● Exercise
In the listing below, locate the line that contains "M2162,964h25v29l-26,-1z" and the line that contains "M1935,1172l3,-507 20,-21 68,-3 58,8 46,28". Restate word for word those two lines and every line between them, and nothing else.
Top of Records for the task
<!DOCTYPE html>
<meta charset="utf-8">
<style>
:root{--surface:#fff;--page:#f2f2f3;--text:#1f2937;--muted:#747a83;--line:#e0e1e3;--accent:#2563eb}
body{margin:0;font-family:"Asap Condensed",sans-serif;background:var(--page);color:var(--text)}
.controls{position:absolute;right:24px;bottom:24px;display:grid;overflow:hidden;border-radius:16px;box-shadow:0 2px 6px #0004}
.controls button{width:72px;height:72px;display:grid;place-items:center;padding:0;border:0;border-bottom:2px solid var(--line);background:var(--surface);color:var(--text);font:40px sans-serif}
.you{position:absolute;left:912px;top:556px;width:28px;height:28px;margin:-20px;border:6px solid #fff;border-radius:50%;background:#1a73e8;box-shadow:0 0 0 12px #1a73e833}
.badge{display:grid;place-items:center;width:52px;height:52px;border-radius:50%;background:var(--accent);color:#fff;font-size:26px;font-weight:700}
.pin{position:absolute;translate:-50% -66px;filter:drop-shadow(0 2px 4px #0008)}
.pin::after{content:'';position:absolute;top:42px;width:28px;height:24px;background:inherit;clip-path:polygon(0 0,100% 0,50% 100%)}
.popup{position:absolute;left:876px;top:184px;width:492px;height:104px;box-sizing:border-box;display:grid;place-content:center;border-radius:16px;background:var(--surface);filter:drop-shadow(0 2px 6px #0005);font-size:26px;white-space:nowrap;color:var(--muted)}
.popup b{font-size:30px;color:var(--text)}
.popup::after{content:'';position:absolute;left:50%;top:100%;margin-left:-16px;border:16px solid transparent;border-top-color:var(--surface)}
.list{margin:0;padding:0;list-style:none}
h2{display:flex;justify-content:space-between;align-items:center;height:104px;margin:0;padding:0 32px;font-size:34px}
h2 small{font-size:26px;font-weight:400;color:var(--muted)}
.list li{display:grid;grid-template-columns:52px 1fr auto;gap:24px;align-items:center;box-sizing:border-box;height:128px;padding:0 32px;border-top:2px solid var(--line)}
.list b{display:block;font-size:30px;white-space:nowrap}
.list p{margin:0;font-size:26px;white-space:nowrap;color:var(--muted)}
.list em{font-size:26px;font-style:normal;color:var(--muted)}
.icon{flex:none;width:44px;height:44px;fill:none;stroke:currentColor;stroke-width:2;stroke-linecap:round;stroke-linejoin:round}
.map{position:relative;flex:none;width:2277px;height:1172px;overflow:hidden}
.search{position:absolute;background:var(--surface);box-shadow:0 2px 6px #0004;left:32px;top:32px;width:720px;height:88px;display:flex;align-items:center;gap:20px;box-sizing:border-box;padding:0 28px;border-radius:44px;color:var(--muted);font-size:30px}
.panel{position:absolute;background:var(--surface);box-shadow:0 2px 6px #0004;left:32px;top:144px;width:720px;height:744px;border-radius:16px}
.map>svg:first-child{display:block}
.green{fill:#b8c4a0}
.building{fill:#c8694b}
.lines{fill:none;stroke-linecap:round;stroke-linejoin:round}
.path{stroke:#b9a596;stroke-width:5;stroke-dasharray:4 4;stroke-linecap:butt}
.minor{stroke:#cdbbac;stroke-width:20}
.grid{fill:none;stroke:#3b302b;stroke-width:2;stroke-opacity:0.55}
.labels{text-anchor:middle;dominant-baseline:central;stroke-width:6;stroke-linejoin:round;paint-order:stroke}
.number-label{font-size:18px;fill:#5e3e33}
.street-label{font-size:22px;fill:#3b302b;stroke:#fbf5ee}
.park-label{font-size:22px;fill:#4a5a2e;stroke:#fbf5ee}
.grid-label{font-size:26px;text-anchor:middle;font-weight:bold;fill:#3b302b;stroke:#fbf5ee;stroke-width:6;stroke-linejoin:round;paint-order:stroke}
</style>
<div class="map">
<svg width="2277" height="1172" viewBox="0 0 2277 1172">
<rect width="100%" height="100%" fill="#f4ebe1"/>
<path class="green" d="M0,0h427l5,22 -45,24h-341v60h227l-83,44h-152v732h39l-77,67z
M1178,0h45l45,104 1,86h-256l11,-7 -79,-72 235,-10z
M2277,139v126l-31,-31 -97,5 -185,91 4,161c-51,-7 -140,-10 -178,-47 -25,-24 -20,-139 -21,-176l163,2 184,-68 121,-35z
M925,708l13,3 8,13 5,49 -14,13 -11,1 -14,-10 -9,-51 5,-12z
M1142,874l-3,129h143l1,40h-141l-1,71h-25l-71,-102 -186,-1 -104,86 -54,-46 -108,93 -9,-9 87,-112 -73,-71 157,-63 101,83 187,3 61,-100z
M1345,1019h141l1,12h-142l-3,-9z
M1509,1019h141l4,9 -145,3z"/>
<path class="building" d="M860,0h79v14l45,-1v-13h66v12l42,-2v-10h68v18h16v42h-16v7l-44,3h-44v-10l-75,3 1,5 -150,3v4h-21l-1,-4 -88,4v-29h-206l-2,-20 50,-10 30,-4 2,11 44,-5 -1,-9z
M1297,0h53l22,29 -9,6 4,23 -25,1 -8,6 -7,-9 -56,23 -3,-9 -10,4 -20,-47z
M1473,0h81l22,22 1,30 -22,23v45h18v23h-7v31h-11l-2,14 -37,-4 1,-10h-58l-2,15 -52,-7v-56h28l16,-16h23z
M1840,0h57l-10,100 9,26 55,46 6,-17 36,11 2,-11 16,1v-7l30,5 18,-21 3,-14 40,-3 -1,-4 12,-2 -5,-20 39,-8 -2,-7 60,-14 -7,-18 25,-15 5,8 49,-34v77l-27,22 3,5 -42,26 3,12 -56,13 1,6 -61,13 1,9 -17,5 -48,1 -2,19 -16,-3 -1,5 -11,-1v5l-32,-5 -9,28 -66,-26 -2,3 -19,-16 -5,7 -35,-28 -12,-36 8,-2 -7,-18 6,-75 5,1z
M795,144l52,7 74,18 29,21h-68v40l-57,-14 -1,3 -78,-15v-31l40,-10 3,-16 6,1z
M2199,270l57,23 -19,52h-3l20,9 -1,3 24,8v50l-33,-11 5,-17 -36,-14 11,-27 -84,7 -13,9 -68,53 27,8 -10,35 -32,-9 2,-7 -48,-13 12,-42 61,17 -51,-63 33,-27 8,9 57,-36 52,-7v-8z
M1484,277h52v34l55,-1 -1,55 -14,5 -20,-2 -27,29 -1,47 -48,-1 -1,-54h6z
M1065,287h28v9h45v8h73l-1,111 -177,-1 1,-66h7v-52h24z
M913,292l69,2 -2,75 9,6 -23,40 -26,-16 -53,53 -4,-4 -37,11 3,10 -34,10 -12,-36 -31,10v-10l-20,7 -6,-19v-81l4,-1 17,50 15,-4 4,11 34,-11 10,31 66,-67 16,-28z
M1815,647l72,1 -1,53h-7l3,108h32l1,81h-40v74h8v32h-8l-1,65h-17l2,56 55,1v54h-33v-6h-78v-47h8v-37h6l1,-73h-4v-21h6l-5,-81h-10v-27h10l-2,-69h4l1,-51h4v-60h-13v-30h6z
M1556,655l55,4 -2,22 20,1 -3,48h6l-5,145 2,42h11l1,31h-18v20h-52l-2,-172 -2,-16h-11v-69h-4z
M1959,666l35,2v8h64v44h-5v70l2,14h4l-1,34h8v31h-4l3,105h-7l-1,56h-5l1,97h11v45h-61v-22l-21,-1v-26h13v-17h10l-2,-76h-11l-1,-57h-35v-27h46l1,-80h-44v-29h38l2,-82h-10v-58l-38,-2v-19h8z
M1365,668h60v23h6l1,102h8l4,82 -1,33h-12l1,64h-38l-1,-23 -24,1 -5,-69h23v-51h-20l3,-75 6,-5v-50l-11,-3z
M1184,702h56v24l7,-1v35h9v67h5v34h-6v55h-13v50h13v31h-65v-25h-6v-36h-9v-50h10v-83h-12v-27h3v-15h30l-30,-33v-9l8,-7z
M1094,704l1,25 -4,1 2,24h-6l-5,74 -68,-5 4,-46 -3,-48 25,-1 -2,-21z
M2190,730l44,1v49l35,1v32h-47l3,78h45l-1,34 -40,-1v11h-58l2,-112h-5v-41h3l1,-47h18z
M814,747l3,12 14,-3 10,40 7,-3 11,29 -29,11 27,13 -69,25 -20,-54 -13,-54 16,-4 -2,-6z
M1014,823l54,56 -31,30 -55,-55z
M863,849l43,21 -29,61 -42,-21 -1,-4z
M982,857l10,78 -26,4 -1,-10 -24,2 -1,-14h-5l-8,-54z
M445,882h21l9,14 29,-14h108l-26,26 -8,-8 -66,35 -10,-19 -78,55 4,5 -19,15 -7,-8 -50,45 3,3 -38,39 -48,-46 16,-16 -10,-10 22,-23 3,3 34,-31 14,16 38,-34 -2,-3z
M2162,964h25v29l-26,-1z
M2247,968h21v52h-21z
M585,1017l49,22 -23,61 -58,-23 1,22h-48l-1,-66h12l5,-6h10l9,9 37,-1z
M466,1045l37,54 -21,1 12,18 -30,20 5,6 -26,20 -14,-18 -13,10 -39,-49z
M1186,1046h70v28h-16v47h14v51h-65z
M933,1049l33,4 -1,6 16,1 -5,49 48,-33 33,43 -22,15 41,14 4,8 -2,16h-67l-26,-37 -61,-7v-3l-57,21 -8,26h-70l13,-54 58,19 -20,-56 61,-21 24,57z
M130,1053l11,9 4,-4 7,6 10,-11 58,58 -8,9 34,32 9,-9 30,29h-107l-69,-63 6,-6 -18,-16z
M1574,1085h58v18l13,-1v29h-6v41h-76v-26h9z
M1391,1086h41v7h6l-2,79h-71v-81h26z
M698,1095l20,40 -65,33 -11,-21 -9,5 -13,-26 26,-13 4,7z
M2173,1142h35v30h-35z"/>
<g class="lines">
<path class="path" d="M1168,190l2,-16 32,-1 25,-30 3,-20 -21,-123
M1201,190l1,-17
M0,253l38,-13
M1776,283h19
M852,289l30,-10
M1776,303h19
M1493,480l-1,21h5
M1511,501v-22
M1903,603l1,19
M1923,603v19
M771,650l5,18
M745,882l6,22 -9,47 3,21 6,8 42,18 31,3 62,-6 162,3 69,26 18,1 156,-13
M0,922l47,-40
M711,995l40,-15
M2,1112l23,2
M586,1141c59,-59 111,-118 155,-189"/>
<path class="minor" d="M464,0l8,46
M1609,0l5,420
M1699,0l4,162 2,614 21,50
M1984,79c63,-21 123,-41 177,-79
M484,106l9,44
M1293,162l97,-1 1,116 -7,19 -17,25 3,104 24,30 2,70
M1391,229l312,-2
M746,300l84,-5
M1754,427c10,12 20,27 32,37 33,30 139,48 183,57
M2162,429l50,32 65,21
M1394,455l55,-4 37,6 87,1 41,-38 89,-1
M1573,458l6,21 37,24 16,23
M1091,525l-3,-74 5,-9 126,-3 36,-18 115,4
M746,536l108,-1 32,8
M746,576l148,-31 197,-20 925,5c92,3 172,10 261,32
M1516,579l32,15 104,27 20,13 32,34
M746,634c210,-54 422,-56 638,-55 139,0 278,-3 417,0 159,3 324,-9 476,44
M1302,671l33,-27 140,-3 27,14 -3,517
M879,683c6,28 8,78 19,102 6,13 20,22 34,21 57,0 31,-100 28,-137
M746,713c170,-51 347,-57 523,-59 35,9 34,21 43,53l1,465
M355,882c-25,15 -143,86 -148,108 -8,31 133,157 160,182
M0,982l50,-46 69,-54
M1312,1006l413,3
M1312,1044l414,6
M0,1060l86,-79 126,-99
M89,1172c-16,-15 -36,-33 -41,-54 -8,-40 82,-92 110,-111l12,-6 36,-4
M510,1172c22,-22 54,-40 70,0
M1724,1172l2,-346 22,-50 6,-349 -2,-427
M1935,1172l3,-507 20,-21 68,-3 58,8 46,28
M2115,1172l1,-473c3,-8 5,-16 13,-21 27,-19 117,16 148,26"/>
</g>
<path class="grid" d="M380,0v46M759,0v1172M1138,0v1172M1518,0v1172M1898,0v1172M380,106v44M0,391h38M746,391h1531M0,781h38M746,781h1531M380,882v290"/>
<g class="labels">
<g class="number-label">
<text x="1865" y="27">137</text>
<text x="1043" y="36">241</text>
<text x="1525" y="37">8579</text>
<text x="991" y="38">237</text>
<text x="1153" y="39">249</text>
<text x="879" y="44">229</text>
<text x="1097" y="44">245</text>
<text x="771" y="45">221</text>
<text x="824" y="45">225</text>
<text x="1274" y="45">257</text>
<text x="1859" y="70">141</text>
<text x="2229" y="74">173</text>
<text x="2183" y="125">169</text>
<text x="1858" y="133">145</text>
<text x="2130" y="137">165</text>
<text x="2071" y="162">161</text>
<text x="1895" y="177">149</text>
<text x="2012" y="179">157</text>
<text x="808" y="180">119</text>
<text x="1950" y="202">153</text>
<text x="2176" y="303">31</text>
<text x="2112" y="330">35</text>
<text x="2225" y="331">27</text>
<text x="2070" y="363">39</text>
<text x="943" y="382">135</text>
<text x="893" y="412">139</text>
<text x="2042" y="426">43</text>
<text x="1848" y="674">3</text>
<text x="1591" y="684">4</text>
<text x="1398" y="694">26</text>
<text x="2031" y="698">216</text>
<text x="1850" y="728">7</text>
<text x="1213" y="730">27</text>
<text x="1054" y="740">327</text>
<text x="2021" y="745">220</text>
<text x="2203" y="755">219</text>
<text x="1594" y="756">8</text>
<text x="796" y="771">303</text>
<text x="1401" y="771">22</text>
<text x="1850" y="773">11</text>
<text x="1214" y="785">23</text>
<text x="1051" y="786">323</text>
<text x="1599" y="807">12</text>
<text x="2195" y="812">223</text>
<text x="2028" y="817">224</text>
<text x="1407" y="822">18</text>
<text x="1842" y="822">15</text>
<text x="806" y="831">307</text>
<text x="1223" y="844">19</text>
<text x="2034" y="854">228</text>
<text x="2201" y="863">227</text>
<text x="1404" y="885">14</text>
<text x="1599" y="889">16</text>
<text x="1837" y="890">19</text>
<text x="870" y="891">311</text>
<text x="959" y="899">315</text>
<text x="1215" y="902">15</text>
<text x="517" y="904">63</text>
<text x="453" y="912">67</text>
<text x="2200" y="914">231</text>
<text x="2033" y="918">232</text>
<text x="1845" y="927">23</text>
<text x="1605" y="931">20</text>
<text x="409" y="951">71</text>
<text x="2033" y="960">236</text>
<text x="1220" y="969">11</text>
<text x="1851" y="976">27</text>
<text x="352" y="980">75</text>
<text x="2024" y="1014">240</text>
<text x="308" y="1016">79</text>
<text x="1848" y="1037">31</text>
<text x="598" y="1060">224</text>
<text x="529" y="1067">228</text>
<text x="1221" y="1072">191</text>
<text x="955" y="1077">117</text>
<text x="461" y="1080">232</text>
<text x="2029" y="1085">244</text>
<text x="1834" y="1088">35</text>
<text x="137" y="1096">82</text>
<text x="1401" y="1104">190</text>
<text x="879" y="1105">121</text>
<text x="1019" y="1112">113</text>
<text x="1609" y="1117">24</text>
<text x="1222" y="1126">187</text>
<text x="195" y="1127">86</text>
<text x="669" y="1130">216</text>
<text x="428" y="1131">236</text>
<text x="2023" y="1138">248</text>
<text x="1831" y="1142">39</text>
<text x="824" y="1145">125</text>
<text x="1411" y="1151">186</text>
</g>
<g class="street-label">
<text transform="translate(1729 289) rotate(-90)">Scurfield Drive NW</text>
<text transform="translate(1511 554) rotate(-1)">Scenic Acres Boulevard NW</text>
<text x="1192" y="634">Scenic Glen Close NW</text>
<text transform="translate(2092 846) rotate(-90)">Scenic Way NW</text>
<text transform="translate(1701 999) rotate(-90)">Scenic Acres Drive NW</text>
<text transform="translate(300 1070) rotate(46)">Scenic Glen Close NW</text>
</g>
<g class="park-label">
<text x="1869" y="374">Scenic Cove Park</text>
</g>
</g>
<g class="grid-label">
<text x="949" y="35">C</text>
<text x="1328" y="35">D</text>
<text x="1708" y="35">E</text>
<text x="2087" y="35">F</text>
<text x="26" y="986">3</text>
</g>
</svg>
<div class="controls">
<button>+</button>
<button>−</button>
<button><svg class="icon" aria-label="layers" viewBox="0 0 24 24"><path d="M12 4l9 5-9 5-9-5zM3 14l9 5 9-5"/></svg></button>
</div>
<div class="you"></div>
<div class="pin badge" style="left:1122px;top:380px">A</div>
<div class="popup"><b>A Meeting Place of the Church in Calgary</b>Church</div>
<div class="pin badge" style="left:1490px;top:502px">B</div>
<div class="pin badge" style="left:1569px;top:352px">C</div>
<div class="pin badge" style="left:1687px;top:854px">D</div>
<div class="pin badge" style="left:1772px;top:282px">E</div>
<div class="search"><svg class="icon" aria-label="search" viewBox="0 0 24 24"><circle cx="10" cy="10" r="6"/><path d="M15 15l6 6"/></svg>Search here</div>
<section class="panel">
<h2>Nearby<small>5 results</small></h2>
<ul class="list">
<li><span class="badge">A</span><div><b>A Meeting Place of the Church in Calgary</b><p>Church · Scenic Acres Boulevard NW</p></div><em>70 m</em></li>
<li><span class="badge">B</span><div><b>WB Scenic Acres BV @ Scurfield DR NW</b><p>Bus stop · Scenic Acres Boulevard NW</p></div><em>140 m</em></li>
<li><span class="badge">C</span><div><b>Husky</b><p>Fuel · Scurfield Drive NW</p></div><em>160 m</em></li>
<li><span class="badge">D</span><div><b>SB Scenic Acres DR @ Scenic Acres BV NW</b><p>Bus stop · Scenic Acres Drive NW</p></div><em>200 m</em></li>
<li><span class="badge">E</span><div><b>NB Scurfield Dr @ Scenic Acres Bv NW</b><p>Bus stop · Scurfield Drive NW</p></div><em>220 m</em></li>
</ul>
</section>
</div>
Bottom of Records for the task
● Solution to this exercise
M2162,964h25v29l-26,-1z
M2247,968h21v52h-21z
M585,1017l49,22 -23,61 -58,-23 1,22h-48l-1,-66h12l5,-6h10l9,9 37,-1z
M466,1045l37,54 -21,1 12,18 -30,20 5,6 -26,20 -14,-18 -13,10 -39,-49z
M1186,1046h70v28h-16v47h14v51h-65z
M933,1049l33,4 -1,6 16,1 -5,49 48,-33 33,43 -22,15 41,14 4,8 -2,16h-67l-26,-37 -61,-7v-3l-57,21 -8,26h-70l13,-54 58,19 -20,-56 61,-21 24,57z
M130,1053l11,9 4,-4 7,6 10,-11 58,58 -8,9 34,32 9,-9 30,29h-107l-69,-63 6,-6 -18,-16z
M1574,1085h58v18l13,-1v29h-6v41h-76v-26h9z
M1391,1086h41v7h6l-2,79h-71v-81h26z
M698,1095l20,40 -65,33 -11,-21 -9,5 -13,-26 26,-13 4,7z
M2173,1142h35v30h-35z"/>
<g class="lines">
<path class="path" d="M1168,190l2,-16 32,-1 25,-30 3,-20 -21,-123
M1201,190l1,-17
M0,253l38,-13
M1776,283h19
M852,289l30,-10
M1776,303h19
M1493,480l-1,21h5
M1511,501v-22
M1903,603l1,19
M1923,603v19
M771,650l5,18
M745,882l6,22 -9,47 3,21 6,8 42,18 31,3 62,-6 162,3 69,26 18,1 156,-13
M0,922l47,-40
M711,995l40,-15
M2,1112l23,2
M586,1141c59,-59 111,-118 155,-189"/>
<path class="minor" d="M464,0l8,46
M1609,0l5,420
M1699,0l4,162 2,614 21,50
M1984,79c63,-21 123,-41 177,-79
M484,106l9,44
M1293,162l97,-1 1,116 -7,19 -17,25 3,104 24,30 2,70
M1391,229l312,-2
M746,300l84,-5
M1754,427c10,12 20,27 32,37 33,30 139,48 183,57
M2162,429l50,32 65,21
M1394,455l55,-4 37,6 87,1 41,-38 89,-1
M1573,458l6,21 37,24 16,23
M1091,525l-3,-74 5,-9 126,-3 36,-18 115,4
M746,536l108,-1 32,8
M746,576l148,-31 197,-20 925,5c92,3 172,10 261,32
M1516,579l32,15 104,27 20,13 32,34
M746,634c210,-54 422,-56 638,-55 139,0 278,-3 417,0 159,3 324,-9 476,44
M1302,671l33,-27 140,-3 27,14 -3,517
M879,683c6,28 8,78 19,102 6,13 20,22 34,21 57,0 31,-100 28,-137
M746,713c170,-51 347,-57 523,-59 35,9 34,21 43,53l1,465
M355,882c-25,15 -143,86 -148,108 -8,31 133,157 160,182
M0,982l50,-46 69,-54
M1312,1006l413,3
M1312,1044l414,6
M0,1060l86,-79 126,-99
M89,1172c-16,-15 -36,-33 -41,-54 -8,-40 82,-92 110,-111l12,-6 36,-4
M510,1172c22,-22 54,-40 70,0
M1724,1172l2,-346 22,-50 6,-349 -2,-427
M1935,1172l3,-507 20,-21 68,-3 58,8 46,28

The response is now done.